►

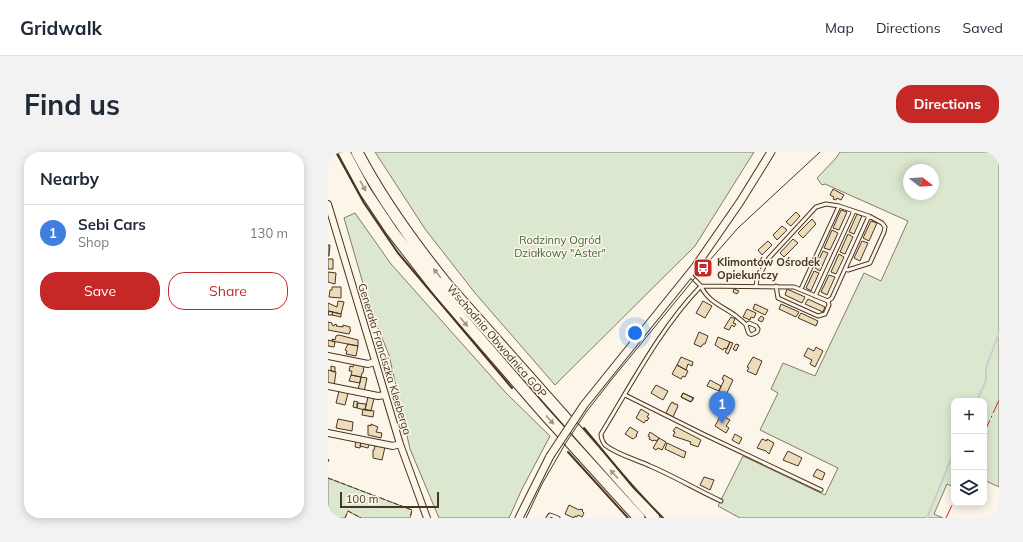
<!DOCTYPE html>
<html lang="en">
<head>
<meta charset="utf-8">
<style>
  :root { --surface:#fff; --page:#f2f2f3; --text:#1f2937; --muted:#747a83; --line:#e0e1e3; --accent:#c62828 }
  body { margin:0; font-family:Mulish,sans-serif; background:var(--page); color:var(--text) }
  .controls { position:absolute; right:12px; bottom:12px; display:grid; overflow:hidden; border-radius:8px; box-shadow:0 2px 10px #0003 }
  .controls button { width:36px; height:36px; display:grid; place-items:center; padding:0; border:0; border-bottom:1px solid var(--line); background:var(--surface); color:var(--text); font:20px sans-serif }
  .compass { position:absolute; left:575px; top:12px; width:36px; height:36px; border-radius:50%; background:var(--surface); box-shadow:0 2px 10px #0003; rotate:107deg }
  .scale { position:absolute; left:12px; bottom:10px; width:99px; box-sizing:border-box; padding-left:4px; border:2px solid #4a3520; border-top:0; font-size:11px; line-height:14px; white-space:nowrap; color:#4a3520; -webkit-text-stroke:3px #fbf6e9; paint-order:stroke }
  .you { position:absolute; left:307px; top:181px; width:14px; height:14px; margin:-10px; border:3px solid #fff; border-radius:50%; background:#1a73e8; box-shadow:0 0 0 6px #1a73e833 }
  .badge { display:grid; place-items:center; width:26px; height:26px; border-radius:50%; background:var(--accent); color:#fff; font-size:13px; font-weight:700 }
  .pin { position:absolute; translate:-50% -33px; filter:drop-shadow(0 1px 2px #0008) }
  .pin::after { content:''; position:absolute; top:21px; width:14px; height:12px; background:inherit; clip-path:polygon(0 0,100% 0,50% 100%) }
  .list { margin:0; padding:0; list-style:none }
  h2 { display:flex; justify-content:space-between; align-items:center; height:52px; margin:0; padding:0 16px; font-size:17px }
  h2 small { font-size:13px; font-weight:400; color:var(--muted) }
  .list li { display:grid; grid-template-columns:26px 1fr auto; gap:12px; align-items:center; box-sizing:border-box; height:56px; padding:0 16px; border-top:1px solid var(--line) }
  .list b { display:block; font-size:15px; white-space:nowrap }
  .list p { margin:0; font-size:13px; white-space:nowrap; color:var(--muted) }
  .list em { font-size:13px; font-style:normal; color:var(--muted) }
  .actions { display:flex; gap:8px; padding:12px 16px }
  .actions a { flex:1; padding:9px 0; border:1px solid var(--accent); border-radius:16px; text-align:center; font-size:14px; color:var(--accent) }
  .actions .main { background:var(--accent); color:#fff }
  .icon { flex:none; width:22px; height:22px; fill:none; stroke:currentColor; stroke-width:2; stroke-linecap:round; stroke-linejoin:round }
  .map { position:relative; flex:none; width:671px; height:366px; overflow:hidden; border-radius:16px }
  header { display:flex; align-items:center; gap:24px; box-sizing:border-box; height:56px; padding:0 20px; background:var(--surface); border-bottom:1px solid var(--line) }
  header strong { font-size:19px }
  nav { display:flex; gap:22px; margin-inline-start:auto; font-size:14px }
  .intro { display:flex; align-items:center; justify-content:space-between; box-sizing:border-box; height:96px; padding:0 24px }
  h1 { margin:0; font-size:28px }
  .button { padding:10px 18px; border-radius:16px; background:var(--accent); color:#fff; font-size:14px; font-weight:700 }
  main { display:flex; gap:24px; padding:0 24px }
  aside { flex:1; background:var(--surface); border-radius:16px; box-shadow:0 2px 10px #0003 }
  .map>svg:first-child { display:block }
  .green { fill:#dce7d0; stroke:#887966; fill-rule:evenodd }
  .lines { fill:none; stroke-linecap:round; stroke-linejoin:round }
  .stream { stroke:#c9cecd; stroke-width:2 }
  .building { fill:#ecdcbc; stroke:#4a3520 }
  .service-casing { stroke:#4a3520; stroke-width:5 }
  .minor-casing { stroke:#4a3520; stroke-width:8 }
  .tertiary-casing { stroke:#4a3520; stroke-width:9 }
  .motorway-casing { stroke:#4a3520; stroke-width:13 }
  .service { stroke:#fbf6e9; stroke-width:3 }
  .minor { stroke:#fbf6e9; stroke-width:6 }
  .tertiary { stroke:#fbf6e9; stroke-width:7 }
  .motorway { stroke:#fbf6e9; stroke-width:11 }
  .tram { stroke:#4a3520; stroke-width:1 }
  .tertiary-bridge-casing { stroke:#4a3520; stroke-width:9; stroke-linecap:butt }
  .tertiary-bridge { stroke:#fbf6e9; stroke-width:7 }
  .fence { stroke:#4a3520; stroke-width:1; stroke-dasharray:5 2; stroke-linecap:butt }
  .wall { stroke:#4a3520; stroke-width:2 }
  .power { stroke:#c62828; stroke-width:1; stroke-dasharray:14 3 2 3; stroke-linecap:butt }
  .oneway { fill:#a29684 }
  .labels { text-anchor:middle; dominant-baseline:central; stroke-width:3; stroke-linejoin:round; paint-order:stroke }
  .park-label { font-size:11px; fill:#436837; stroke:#fbf6e9 }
  .poi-label { font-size:11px; font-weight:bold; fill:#4a3520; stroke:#fbf6e9; text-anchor:start }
  .street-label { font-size:11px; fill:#4a3520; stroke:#fbf6e9 }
</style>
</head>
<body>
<header>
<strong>Gridwalk</strong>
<nav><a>Map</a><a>Directions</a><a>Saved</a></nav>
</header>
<div class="intro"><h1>Find us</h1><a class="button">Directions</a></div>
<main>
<aside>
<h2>Nearby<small></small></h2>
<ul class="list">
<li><span class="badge" style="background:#3f7fe0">1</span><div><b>Sebi Cars</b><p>Shop</p></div><em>130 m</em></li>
</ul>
<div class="actions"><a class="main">Save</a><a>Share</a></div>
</aside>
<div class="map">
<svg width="671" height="366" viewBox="0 0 671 366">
  <rect width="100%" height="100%" fill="#fbf6e9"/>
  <!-- green -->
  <path class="green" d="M47 0H426L367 94 227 233 147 141 97 77Z
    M512 0H671V335L656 328V249H626V335L619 332 606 362 615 366H412L390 354 415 304 497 343 510 316 432 278 450 241 443 237 455 211 487 224 536 121 553 129 580 69 497 32 494 33 489 26 508 6ZM581 18H605V42H581Z
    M27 61 63 112 178 241 222 284 194 337 181 366H111L82 297 61 203 43 159 16 66Z
    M0 326 84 358 82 366H33L20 359 17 366H0Z"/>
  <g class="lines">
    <!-- stream -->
    <path class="stream" d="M649 249 658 228V216L671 181
      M599 366 626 300"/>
  </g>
  <!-- building -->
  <path class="building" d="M505 37 516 43 513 48 509 46 508 48 505 47 506 45 502 43Z
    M513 58 519 60 511 78 505 76Z
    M468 60 472 64 463 74 458 70Z
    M529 62 534 64 526 82 521 80Z
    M484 67 488 72 475 86 470 81Z
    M543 69 549 71 541 89 535 86Z
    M454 74 459 78 449 88 445 83Z
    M504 78 510 81 502 98 496 96Z
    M520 82 525 85 517 102 512 100Z
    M465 87 470 91 456 105 452 101Z
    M440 89 444 93 434 103 430 98Z
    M534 89 540 91 532 109 526 106Z
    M0 93H2L1 104H0Z
    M495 99 500 101 492 119 487 116Z
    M511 102 516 105 508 122 503 120Z
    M0 107H5V117H0Z
    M486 119 491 121 483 139 478 136Z
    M0 120 8 121 7 132 0 130Z
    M501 123 507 125 499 143 493 140Z
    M4 135H13V146L1 145 2 138H4Z
    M406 137 411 139 409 142 405 140Z
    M459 137 477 145 474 151 457 143Z
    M480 147 497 155 495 160 477 152Z
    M10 149 16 150 13 162 0 159V151L9 155Z
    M375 149 384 154 377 166 368 161Z
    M427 152 440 158 437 163 425 157Z
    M453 152 471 160 468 165 451 157Z
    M419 157 428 161 426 166 423 165 422 168 415 165Z
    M1 159 5 160 4 163H0Z
    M5 160 13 162V165L4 163Z
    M473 161 490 169 488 174 470 166Z
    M433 164 436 166 434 170 430 168Z
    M403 165 407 167 405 171 408 172 406 175 404 173 401 178 396 176Z
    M0 170 4 171V173L6 174 7 172 9 173 8 174 15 175V173L22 175V178L23 179H22L21 182 0 178Z
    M371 180 380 184 377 192H375L373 195 366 192Z
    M11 183 30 188V194L4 189V187L7 188 8 184Z
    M390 185 402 190 399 197 396 196 395 198 387 193Z
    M0 188 7 190 6 195 0 194Z
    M402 190 405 191 400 202 397 200Z
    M20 192 30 194 28 204 18 202 19 199 17 198Z
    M408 192 411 193 408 199 405 197Z
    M488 195 495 199 487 215 482 212 484 208 476 204 480 196 486 199Z
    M353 205 365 210 364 214 360 212 358 218 349 213Z
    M425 205 434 209 428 223 419 219 421 216 419 215Z
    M26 212 36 214 35 221H34L33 225 23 223 24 219H21L22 214 25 215Z
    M349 213 360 219 357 225 355 224 353 227 344 222Z
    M3 214 7 215V220L3 219Z
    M0 218 8 220 6 234 0 233Z
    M23 223 33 225 32 231 21 229Z
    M396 223 405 228 398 243 391 239 396 228 394 227Z
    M33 225 39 226 36 240 30 238Z
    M382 228 393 234 391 239 379 234Z
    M328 233 340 239 335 248 323 241Z
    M11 239 20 241 17 253 8 251Z
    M355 241 366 246 363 250 353 245Z
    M355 241 365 246 363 250 353 245Z
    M40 245 46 246 43 259 37 258Z
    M26 249 30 250 29 256 25 255Z
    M345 250 346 252H349L350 254 345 265 338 261 343 251Z
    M29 251 38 252 37 258 29 256Z
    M35 257 46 259 45 265 34 263Z
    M313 257 321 262 319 265 321 266 319 269 318 268 316 271 308 266Z
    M393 263 402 268 398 274 401 276 398 281 387 274Z
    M10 267 25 270 24 279 8 276Z
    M43 272 50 275 48 280 54 281 53 286 40 283V273L43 274Z
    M302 275 310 280 308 283 309 284 305 287 297 282Z
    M348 275 373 288 370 295 362 292 363 290 345 284 347 280 345 279Z
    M322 280 331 286 329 289 326 288 325 289 321 287 322 285 320 284Z
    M407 282 414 286 411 292 404 288Z
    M331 286 338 290 334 298 330 296 328 298 325 296Z
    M434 287 439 289V287L446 291 441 302 438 299 429 296Z
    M28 289 33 290 32 296 27 295Z
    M33 290 41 292 40 296 32 294Z
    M339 291 358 300 356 306 337 297Z
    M47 294 57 295 54 308 45 306V298H46Z
    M460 299 474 306 470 314 455 308Z
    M489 317 497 321 494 328 485 324Z
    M376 325 386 328 382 338 372 333Z
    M241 353 251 358 252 357 255 358 254 359 256 361 254 365 250 363 249 365 247 364 246 366 237 362Z"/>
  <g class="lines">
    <!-- service casing -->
    <g class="service-casing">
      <path id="service" d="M361 122 373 134C333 175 303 233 273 282 273 286 274 289 277 293 290 303 307 307 322 314 346 324 369 338 393 349
        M428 134 429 127 441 106 488 55 498 52 511 54 541 64 554 71 557 75 556 80 542 111 520 118 517 117
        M448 134 450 146 490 164 497 162 501 153 500 149
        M473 137 511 54
        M487 144 526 59
        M500 149 504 146 541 64
        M418 173 421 171 428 174 430 177 429 180C419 187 420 177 418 173 416 170 410 166 408 164 396 155 379 149 373 134L466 135 500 149
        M297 243 375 282 493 338
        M220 366 222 363 230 366"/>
    </g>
    <!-- minor casing -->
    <g class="minor-casing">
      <path id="minor" d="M0 52 72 292 99 366
        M0 204 40 212 47 210
        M0 234 50 244 57 243
        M0 281 65 294 72 292"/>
    </g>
    <!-- tertiary casing -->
    <g class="tertiary-casing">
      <path id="tertiary" d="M256 253 367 115 412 50 443 0
        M191 366 222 304"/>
    </g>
    <!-- motorway casing -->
    <g class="motorway-casing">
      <path id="motorway" d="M16 0 37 39 63 78 111 140 215 260 311 366
        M29 0C54 48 86 92 120 134L326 366"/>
    </g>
    <!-- service -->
    <use href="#service" class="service"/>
    <!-- minor -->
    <use href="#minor" class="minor"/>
    <!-- tertiary -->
    <use href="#tertiary" class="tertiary"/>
    <!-- motorway -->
    <use href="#motorway" class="motorway"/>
    <!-- tram -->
    <path class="tram" d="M198 366 214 332 239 289 259 259 284 227 375 116 410 76 492 0"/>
    <!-- tertiary-bridge casing -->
    <g class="tertiary-bridge-casing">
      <path id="tertiary-bridge" d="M222 304 256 253"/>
    </g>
    <!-- tertiary-bridge -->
    <use href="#tertiary-bridge" class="tertiary-bridge"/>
    <!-- fence -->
    <path class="fence" d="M0 307 1 308 0 310
      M0 326 84 358 82 366
      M17 366 20 359 33 366"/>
    <!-- wall -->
    <path class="wall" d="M8 0 36 51 70 101 184 236
      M256 276 305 335 335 366
      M240 300 300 366"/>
    <!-- power -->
    <path class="power" d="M656 281 671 248
      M618 366 626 349"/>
  </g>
  <!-- one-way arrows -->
  <defs><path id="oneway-solid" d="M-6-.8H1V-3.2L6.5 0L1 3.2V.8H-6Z"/></defs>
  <g class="oneway">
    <use href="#oneway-solid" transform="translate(35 34) rotate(61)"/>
    <use href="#oneway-solid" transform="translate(109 121) rotate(-129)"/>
    <use href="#oneway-solid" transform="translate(136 170) rotate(50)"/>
    <use href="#oneway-solid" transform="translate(222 268) rotate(48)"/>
    <use href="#oneway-solid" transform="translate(286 322) rotate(-132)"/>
  </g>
  <!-- icons -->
  <defs>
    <g id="bus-square" transform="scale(1)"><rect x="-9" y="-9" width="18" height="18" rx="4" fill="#c62828" stroke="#fbf6e9"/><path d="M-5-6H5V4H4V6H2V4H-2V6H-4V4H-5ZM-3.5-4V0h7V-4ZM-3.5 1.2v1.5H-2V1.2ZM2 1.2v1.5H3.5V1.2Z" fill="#fff"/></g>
  </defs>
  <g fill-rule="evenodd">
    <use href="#bus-square" x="375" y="116"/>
  </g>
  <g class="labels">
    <!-- park labels -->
    <g class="park-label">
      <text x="232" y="88">Rodzinny Ogród<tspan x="232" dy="13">Działkowy "Aster"</tspan></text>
    </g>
    <!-- poi labels -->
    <g class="poi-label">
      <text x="389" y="110">Klimontów Ośrodek<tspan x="389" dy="13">Opiekuńczy</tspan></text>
    </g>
    <!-- street labels -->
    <g class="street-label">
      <text transform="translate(169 189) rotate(49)">Wschodnia Obwodnica GOP</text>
      <text transform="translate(57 207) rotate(73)">Generała Franciszka Kleeberga</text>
    </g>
  </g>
</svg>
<div class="controls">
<button>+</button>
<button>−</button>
<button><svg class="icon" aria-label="layers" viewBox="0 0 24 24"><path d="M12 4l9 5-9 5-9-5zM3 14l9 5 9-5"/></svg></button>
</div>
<svg class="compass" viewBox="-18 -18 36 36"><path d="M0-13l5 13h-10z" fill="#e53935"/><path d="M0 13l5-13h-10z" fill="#747a83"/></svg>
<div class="scale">100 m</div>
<div class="you"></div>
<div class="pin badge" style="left:394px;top:272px;background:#3f7fe0">1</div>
</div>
</main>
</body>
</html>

◄

Print exactly the lines of the listing above starting at the line containing "<nav><a>Map</a><a>Directions</a><a>Saved</a></nav>" and ending at the line containing "M529 62 534 64 526 82 521 80Z", both included.

<nav><a>Map</a><a>Directions</a><a>Saved</a></nav>
</header>
<div class="intro"><h1>Find us</h1><a class="button">Directions</a></div>
<main>
<aside>
<h2>Nearby<small></small></h2>
<ul class="list">
<li><span class="badge" style="background:#3f7fe0">1</span><div><b>Sebi Cars</b><p>Shop</p></div><em>130 m</em></li>
</ul>
<div class="actions"><a class="main">Save</a><a>Share</a></div>
</aside>
<div class="map">
<svg width="671" height="366" viewBox="0 0 671 366">
  <rect width="100%" height="100%" fill="#fbf6e9"/>
  <!-- green -->
  <path class="green" d="M47 0H426L367 94 227 233 147 141 97 77Z
    M512 0H671V335L656 328V249H626V335L619 332 606 362 615 366H412L390 354 415 304 497 343 510 316 432 278 450 241 443 237 455 211 487 224 536 121 553 129 580 69 497 32 494 33 489 26 508 6ZM581 18H605V42H581Z
    M27 61 63 112 178 241 222 284 194 337 181 366H111L82 297 61 203 43 159 16 66Z
    M0 326 84 358 82 366H33L20 359 17 366H0Z"/>
  <g class="lines">
    <!-- stream -->
    <path class="stream" d="M649 249 658 228V216L671 181
      M599 366 626 300"/>
  </g>
  <!-- building -->
  <path class="building" d="M505 37 516 43 513 48 509 46 508 48 505 47 506 45 502 43Z
    M513 58 519 60 511 78 505 76Z
    M468 60 472 64 463 74 458 70Z
    M529 62 534 64 526 82 521 80Z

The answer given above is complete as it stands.